* WORK TO BE COMPLETED
Look through the material below and copy every line containing the word "names".

* INPUT MATERIAL
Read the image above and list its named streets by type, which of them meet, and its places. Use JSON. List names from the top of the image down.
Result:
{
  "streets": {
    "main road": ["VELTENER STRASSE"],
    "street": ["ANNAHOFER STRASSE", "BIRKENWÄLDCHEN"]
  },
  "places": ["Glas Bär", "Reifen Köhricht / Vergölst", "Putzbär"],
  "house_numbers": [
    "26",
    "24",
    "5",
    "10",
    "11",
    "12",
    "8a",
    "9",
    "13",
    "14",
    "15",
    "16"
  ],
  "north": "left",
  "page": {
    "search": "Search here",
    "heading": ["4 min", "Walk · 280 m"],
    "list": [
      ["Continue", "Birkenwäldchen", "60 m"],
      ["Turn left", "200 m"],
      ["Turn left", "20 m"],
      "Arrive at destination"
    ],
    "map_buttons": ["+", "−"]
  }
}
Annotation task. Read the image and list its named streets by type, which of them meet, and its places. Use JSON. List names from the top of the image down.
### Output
--
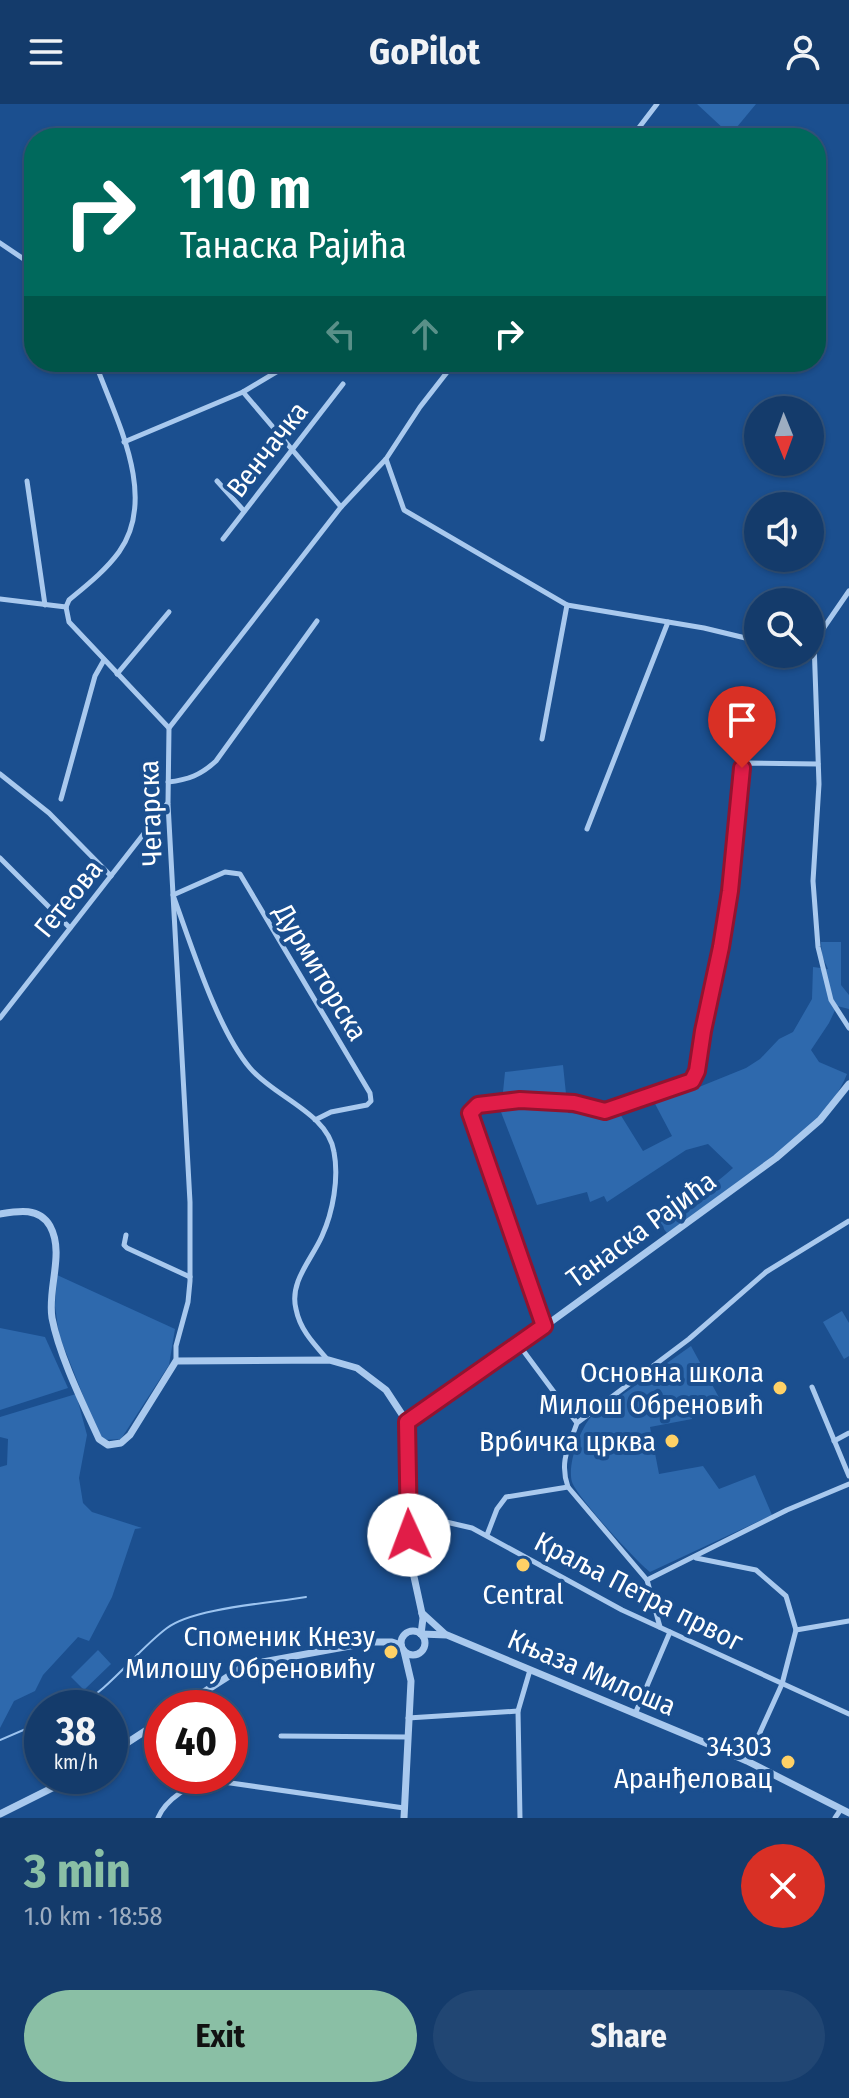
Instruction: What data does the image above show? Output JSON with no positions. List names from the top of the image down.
--
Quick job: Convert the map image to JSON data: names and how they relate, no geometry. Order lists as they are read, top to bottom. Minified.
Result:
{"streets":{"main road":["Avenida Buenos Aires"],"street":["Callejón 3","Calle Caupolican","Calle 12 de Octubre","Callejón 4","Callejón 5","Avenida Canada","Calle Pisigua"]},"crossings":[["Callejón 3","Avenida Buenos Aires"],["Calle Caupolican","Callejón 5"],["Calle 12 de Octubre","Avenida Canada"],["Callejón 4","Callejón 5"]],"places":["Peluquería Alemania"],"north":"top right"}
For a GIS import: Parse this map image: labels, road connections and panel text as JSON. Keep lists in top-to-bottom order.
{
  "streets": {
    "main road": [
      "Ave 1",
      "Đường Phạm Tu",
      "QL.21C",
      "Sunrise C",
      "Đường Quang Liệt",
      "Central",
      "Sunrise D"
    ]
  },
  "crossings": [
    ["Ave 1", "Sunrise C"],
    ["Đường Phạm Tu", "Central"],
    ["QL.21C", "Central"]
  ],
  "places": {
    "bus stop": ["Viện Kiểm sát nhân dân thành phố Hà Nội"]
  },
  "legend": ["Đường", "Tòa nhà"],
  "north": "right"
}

* SOLUTION
Read the image above and list its named streets by type, which of them meet, and its places. Use JSON. List names from the top of the image down.
Annotation task. Read the image and list its named streets by type, which of them meet, and its places. Use JSON. List names from the top of the image down.
Instruction: What data does the image above show? Output JSON with no positions. List names from the top of the image down.
Quick job: Convert the map image to JSON data: names and how they relate, no geometry. Order lists as they are read, top to bottom. Minified.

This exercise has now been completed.